**Exercise instructions:**
Where the word "linecap" appears in a line below, copy the whole line.

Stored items
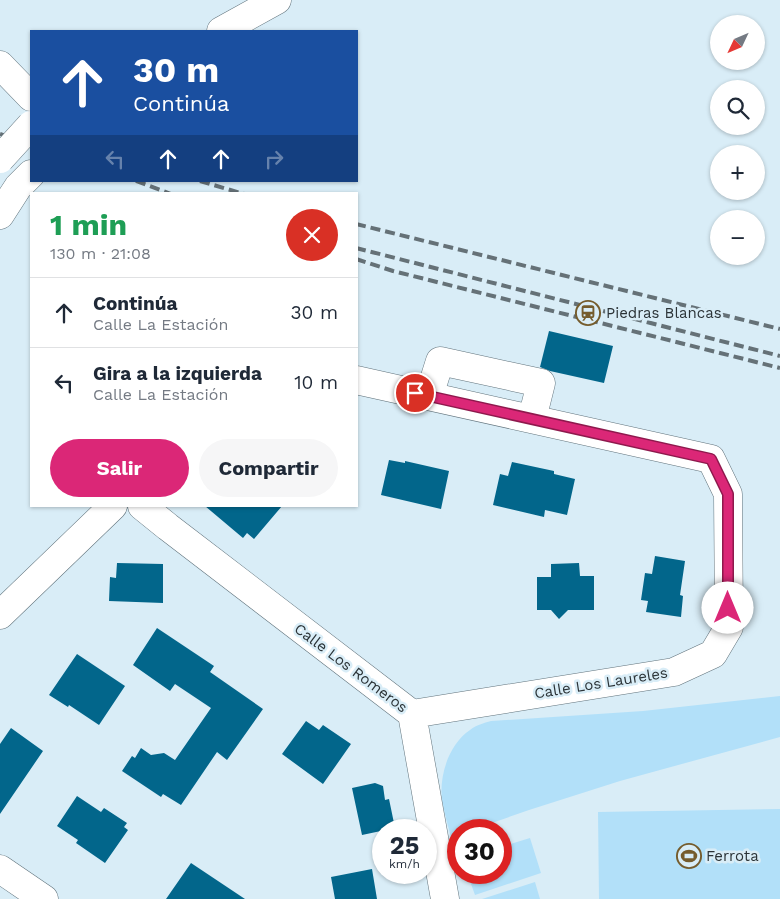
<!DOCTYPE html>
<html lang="es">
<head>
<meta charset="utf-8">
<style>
	:root { --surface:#fff; --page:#f6f6f7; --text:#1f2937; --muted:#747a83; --line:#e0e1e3; --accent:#db2777 }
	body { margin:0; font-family:"Work Sans",sans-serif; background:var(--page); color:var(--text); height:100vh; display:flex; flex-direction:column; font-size:19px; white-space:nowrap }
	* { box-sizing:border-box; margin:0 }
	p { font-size:16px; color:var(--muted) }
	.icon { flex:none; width:28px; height:28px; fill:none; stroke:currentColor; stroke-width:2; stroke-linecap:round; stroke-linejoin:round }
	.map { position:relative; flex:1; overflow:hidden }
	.sheet { position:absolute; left:30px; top:192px; width:328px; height:315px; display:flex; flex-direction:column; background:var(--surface); border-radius:0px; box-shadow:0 1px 4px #0004 }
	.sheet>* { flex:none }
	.banner { position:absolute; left:30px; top:30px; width:328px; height:152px; border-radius:0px; box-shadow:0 1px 4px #0004; background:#1a4fa0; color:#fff; overflow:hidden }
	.needle { width:32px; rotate:226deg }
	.buttons { position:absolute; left:710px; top:15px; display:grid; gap:10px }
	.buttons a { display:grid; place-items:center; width:55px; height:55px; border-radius:50%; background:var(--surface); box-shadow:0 1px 4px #0004; font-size:25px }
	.speed { position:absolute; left:372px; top:819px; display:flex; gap:10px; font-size:25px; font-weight:700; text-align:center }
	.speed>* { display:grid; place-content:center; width:65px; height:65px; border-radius:50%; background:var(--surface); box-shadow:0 1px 4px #0004; line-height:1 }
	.speed small { font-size:12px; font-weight:400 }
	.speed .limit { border:8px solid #d22; background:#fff; color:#111 }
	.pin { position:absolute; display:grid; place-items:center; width:42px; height:42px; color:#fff; margin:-21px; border:2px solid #fff; border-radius:50%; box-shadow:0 1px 5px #0007 }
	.me { position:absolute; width:55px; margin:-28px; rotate:0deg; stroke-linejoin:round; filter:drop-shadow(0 0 4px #0008) }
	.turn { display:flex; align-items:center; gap:18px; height:105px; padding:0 20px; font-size:22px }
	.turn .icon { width:65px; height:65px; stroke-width:2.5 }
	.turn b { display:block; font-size:35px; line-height:42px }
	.lanes { display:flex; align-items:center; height:48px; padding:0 20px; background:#0003; justify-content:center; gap:25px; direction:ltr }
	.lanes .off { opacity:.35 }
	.round { display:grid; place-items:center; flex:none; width:52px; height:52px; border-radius:26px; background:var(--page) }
	.overview { display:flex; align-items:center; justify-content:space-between; height:85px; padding:0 20px }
	h1 { font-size:30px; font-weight:700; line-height:38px; color:#1e9e55 }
	.action { display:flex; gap:10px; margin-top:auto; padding:10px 20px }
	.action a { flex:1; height:58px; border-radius:30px; background:var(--accent); color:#fff; font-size:20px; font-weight:700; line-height:58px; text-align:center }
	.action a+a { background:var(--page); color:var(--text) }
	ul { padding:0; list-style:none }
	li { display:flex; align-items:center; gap:15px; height:70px; padding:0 20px; border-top:1px solid var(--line) }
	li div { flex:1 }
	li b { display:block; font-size:19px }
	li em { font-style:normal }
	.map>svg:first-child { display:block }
	.green { fill:#b2e0f9 }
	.building { fill:#02668b }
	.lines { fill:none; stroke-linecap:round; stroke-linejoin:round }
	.minor-casing { stroke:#61737c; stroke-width:29 }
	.minor { stroke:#fff; stroke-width:28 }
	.rail { stroke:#657177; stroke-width:4; stroke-dasharray:10 5; stroke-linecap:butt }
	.minor-bridge-casing { stroke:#61737c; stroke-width:29; stroke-linecap:butt }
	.minor-bridge { stroke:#fff; stroke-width:28 }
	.route-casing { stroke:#8e194d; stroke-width:12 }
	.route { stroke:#db2777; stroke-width:9 }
	.labels { text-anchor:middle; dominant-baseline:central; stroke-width:5; stroke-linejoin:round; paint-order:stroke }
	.poi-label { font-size:15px; fill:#2b3337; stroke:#d9edf7; text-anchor:start }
	.street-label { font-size:15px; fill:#2b3337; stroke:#d9edf7 }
</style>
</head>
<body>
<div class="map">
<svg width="780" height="899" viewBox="0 0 780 899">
	<rect width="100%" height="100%" fill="#d9edf7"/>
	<path class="green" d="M 780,696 L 780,737 L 620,781 L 529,810 L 472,830 L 459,830 L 459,835 L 451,838 C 448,825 444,812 442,800 C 439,775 449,744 470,730 C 476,725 484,723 491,721 L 643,711 Z
		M 780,809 L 780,899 L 599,899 L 598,812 Z
		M 530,838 L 541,873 L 475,895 L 467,873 L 501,872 L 501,847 Z
		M 535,882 L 540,899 L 482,899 Z"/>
	<path class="building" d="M 549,331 L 613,346 L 604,383 L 550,371 L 540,367 Z
		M 389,460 L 405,463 L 405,461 L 449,471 L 441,509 L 381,495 Z
		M 512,462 L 554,471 L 554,474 L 575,479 L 567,515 L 545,510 L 544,517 L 493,505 L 500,474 L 508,476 Z
		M 205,506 L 282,506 L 254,539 L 247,533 L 243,538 Z
		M 655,556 L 685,561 L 680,595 L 683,596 L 681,617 L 646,612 L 648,601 L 641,600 L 645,573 L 652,574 Z
		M 117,563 L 163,564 L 163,603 L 109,601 L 110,577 L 116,578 Z
		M 579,563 L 580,576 L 594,576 L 594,610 L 568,610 L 559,619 L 551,610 L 537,610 L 537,577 L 551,577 L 551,564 Z
		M 157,628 L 214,666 L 210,672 L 263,709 L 227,760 L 217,752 L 181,805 L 163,794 L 161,797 L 122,771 L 132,756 L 135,758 L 141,748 L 151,755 L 164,753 L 175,760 L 211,708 L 175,684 L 170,691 L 133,665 Z
		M 77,654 L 125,686 L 99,725 L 69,705 L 68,707 L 49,695 Z
		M 306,721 L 319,730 L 323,725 L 351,744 L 323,784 L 282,754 Z
		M 11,728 L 43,751 L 0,814 L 0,744 Z
		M 375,783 L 383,786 L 385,800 L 389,799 L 395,828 L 362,835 L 352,788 Z
		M 77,796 L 101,812 L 104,808 L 127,823 L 124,827 L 128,830 L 105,863 L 76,843 L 78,840 L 57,826 Z
		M 191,863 L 245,899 L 166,899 Z
		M 372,869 L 377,899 L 335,899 L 331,877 Z"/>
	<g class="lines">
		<defs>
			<path id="minor" d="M 221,31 L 277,0
				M 0,65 L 31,97
				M 0,215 L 18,187 L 31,174
				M 356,380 L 711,459 L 728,494 L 729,627 L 713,654 L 674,672 L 412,714
				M 429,396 L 440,361 L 541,383 L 532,419
				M 142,506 L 168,527 L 412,714 L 445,899
				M 0,615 L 113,506
				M 0,869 L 44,899"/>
		</defs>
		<use href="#minor" class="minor-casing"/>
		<use href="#minor" class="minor"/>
		<path class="rail" d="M 0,134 L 31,145
			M 136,181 L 171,194
			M 200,181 L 244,194
			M 356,224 L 780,329
			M 356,248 L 780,356
			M 356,259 L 393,271 L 780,368"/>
		<defs>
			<path id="minor-bridge" d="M 0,159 L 31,125"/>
		</defs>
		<use href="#minor-bridge" class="minor-bridge-casing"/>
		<use href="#minor-bridge" class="minor-bridge"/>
	</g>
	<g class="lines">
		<defs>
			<path id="route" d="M 415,393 L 711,459 L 728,494 L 728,608"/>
		</defs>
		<use href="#route" class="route-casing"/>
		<use href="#route" class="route"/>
	</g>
	<defs>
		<symbol id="station-ring" viewBox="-11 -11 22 22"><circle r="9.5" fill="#d9edf7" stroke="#755c2d" stroke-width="1.5"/><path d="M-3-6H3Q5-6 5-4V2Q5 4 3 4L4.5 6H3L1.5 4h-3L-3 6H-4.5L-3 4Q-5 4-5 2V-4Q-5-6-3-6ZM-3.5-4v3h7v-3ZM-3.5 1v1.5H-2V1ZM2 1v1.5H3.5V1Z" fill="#755c2d"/></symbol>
		<symbol id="stadium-ring" viewBox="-11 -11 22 22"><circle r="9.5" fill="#d9edf7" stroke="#755c2d" stroke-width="1.5"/><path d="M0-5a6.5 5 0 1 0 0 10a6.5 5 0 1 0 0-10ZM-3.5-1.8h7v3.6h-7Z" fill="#755c2d"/></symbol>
	</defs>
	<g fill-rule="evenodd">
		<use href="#station-ring" x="574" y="299" width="28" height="28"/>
		<use href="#stadium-ring" x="675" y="842" width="28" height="28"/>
	</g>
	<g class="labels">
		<g class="poi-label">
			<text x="606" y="313">Piedras Blancas</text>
			<text x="706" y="856">Ferrota</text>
		</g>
		<g class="street-label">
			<text transform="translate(351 668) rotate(37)">Calle Los Romeros</text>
			<text transform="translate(601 683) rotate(-9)">Calle Los Laureles</text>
		</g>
	</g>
</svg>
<div class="buttons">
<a><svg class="needle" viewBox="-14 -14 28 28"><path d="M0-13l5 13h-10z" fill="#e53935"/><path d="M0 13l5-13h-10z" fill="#747a83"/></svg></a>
<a><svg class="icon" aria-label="search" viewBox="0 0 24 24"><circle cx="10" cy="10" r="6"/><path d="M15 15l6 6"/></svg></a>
<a>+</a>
<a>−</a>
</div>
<div class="speed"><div>25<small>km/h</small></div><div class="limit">30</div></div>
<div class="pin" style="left:415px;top:393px;background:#d93025"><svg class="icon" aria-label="arrive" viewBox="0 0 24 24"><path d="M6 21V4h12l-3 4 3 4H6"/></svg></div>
<svg class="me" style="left:728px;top:608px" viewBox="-20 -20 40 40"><circle r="19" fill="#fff"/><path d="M0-13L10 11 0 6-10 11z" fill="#db2777"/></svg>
<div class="banner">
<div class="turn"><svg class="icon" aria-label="ahead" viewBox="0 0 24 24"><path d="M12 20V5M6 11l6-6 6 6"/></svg><div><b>30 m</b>Continúa</div></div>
<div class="lanes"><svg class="icon off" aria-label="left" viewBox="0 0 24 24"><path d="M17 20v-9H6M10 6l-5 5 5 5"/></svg><svg class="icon" aria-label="ahead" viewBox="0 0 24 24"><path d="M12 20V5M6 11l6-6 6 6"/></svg><svg class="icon" aria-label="ahead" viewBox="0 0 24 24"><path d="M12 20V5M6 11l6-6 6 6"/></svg><svg class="icon off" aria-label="right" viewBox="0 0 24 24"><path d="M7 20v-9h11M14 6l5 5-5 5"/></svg></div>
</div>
<section class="sheet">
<div class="overview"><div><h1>1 min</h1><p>130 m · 21:08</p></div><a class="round" style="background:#d93025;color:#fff"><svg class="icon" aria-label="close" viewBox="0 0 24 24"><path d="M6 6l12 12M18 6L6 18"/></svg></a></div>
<ul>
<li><svg class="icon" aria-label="ahead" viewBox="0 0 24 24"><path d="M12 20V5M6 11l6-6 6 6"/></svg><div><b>Continúa</b><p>Calle La Estación</p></div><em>30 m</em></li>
<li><svg class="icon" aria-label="left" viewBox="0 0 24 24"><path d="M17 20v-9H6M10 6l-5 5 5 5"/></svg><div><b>Gira a la izquierda</b><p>Calle La Estación</p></div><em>10 m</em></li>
</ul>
<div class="action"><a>Salir</a><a>Compartir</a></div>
</section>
</div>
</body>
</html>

**Expected output:**
	.icon { flex:none; width:28px; height:28px; fill:none; stroke:currentColor; stroke-width:2; stroke-linecap:round; stroke-linejoin:round }
	.lines { fill:none; stroke-linecap:round; stroke-linejoin:round }
	.rail { stroke:#657177; stroke-width:4; stroke-dasharray:10 5; stroke-linecap:butt }
	.minor-bridge-casing { stroke:#61737c; stroke-width:29; stroke-linecap:butt }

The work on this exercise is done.